[Recorded data]
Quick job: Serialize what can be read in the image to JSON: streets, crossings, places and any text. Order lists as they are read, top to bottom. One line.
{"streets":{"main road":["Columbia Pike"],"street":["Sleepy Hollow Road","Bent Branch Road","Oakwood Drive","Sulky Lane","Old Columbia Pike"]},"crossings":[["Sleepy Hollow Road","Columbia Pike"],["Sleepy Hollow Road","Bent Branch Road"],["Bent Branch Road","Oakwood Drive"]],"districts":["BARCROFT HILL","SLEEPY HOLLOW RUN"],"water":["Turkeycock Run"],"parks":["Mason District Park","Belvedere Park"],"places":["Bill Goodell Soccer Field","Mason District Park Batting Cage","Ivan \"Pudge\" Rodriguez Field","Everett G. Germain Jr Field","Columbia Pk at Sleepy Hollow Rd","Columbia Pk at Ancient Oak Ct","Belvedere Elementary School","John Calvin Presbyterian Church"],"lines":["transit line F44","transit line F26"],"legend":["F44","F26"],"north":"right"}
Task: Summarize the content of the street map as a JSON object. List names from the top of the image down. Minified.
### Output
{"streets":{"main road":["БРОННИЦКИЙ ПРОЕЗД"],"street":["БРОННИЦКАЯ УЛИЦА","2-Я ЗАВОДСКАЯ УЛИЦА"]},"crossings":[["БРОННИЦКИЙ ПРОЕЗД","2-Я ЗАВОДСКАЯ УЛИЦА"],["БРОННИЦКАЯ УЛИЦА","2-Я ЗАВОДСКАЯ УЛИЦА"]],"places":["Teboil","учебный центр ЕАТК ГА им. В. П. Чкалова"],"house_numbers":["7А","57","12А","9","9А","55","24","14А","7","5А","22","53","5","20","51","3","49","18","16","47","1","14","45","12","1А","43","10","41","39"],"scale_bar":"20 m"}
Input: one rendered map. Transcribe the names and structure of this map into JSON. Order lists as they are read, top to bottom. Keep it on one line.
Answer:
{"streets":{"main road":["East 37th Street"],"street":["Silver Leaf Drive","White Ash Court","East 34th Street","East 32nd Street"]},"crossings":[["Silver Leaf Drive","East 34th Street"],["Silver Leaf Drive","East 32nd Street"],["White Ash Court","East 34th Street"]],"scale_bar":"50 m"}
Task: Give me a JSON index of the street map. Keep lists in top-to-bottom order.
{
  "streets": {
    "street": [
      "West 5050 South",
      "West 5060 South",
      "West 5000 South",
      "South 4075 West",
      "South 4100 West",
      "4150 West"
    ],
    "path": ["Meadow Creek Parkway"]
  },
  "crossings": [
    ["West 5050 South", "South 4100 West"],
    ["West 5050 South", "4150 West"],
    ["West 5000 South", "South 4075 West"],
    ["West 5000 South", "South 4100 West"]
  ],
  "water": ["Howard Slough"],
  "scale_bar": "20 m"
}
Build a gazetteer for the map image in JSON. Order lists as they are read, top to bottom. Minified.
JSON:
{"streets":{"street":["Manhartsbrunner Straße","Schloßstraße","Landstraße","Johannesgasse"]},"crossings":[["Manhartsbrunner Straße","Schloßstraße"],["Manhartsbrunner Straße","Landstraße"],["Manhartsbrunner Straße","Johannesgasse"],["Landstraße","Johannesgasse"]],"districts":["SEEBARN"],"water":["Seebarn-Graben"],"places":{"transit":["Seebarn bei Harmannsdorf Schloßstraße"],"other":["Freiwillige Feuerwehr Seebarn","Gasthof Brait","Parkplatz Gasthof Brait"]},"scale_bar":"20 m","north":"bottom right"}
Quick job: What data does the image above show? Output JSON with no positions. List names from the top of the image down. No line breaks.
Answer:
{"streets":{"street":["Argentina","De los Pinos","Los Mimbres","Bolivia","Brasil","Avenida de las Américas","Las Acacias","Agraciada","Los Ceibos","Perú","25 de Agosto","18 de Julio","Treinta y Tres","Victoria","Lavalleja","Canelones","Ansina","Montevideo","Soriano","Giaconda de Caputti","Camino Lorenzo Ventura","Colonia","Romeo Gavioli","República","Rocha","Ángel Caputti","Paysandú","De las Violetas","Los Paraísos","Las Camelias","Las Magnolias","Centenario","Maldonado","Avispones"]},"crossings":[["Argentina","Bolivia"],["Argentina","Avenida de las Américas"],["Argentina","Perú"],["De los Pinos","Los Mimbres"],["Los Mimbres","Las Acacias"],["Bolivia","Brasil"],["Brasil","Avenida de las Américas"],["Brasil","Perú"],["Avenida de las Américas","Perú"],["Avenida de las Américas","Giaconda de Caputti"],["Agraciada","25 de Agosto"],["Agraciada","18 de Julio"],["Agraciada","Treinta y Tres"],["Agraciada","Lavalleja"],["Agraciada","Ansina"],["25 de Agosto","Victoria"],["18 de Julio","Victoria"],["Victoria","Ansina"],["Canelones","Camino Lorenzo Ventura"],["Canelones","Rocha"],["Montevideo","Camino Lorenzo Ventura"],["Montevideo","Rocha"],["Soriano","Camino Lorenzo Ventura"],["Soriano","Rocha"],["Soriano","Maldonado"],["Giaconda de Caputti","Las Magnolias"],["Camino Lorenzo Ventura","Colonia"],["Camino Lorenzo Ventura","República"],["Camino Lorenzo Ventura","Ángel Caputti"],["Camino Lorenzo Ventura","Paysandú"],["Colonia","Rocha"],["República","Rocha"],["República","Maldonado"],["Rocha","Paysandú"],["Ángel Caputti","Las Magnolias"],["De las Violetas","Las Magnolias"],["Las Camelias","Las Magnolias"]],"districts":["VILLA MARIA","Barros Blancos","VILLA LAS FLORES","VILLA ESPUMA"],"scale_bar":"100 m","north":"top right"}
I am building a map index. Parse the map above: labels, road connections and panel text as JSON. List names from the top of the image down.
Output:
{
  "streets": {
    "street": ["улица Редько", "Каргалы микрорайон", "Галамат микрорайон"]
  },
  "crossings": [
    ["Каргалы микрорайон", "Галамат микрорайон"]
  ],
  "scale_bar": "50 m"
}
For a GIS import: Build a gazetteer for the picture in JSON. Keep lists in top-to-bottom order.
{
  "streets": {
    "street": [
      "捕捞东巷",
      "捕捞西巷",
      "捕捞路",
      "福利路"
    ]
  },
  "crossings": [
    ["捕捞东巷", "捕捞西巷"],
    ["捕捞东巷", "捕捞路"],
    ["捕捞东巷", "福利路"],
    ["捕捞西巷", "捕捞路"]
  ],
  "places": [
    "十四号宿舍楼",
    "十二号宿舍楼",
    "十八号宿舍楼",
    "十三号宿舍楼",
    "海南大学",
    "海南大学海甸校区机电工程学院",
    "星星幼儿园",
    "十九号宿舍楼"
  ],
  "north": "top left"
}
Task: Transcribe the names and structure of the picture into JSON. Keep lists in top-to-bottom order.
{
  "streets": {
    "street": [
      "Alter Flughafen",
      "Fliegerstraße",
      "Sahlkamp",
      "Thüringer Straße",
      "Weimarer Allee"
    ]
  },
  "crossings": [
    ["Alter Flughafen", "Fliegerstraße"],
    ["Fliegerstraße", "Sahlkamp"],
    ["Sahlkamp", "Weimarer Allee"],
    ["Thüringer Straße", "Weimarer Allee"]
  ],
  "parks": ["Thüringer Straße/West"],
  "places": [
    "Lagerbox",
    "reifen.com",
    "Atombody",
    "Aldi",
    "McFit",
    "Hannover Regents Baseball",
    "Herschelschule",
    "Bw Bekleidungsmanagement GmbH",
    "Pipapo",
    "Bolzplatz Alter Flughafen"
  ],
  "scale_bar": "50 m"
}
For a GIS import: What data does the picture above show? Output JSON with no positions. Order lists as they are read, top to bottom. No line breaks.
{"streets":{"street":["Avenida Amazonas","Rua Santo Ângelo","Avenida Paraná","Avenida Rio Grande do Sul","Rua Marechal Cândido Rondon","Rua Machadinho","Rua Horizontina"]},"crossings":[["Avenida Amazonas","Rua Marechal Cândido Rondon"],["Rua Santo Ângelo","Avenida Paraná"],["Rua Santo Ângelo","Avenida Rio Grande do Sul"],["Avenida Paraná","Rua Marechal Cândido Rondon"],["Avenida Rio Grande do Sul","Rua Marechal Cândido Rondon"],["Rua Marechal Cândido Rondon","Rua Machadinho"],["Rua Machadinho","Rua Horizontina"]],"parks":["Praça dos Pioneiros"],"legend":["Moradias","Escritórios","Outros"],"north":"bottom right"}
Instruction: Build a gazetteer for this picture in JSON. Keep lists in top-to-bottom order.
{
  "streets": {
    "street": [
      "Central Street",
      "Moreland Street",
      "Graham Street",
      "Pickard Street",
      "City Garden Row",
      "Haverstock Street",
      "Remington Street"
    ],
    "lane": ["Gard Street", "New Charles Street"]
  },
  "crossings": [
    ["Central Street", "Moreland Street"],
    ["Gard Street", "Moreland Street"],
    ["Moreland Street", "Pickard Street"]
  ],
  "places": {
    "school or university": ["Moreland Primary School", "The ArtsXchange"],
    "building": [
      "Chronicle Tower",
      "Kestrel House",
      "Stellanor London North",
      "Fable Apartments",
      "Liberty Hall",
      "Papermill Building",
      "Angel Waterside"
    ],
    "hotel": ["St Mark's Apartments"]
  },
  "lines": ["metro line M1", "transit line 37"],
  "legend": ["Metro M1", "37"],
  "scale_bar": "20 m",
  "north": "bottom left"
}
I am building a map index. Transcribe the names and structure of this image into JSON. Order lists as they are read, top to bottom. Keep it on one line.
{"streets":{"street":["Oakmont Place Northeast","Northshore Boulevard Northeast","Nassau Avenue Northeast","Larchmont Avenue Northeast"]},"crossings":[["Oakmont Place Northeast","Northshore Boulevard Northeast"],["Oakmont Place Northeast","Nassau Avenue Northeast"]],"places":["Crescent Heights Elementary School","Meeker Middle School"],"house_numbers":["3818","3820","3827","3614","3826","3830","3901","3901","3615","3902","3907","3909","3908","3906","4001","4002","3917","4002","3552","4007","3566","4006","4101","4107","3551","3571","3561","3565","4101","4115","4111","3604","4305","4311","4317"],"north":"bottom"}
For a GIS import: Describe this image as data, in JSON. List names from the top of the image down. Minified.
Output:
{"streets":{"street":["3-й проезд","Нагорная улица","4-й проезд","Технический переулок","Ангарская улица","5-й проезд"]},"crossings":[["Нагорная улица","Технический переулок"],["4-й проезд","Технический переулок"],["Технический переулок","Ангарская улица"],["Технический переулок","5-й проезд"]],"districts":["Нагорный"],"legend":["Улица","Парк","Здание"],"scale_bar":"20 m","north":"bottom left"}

__Instructions to follow__:
Collect the lines of the records that include the string "Minified".

__Solution to this problem__:
Task: Summarize the content of the street map as a JSON object. List names from the top of the image down. Minified.
Build a gazetteer for the map image in JSON. Order lists as they are read, top to bottom. Minified.
For a GIS import: Describe this image as data, in JSON. List names from the top of the image down. Minified.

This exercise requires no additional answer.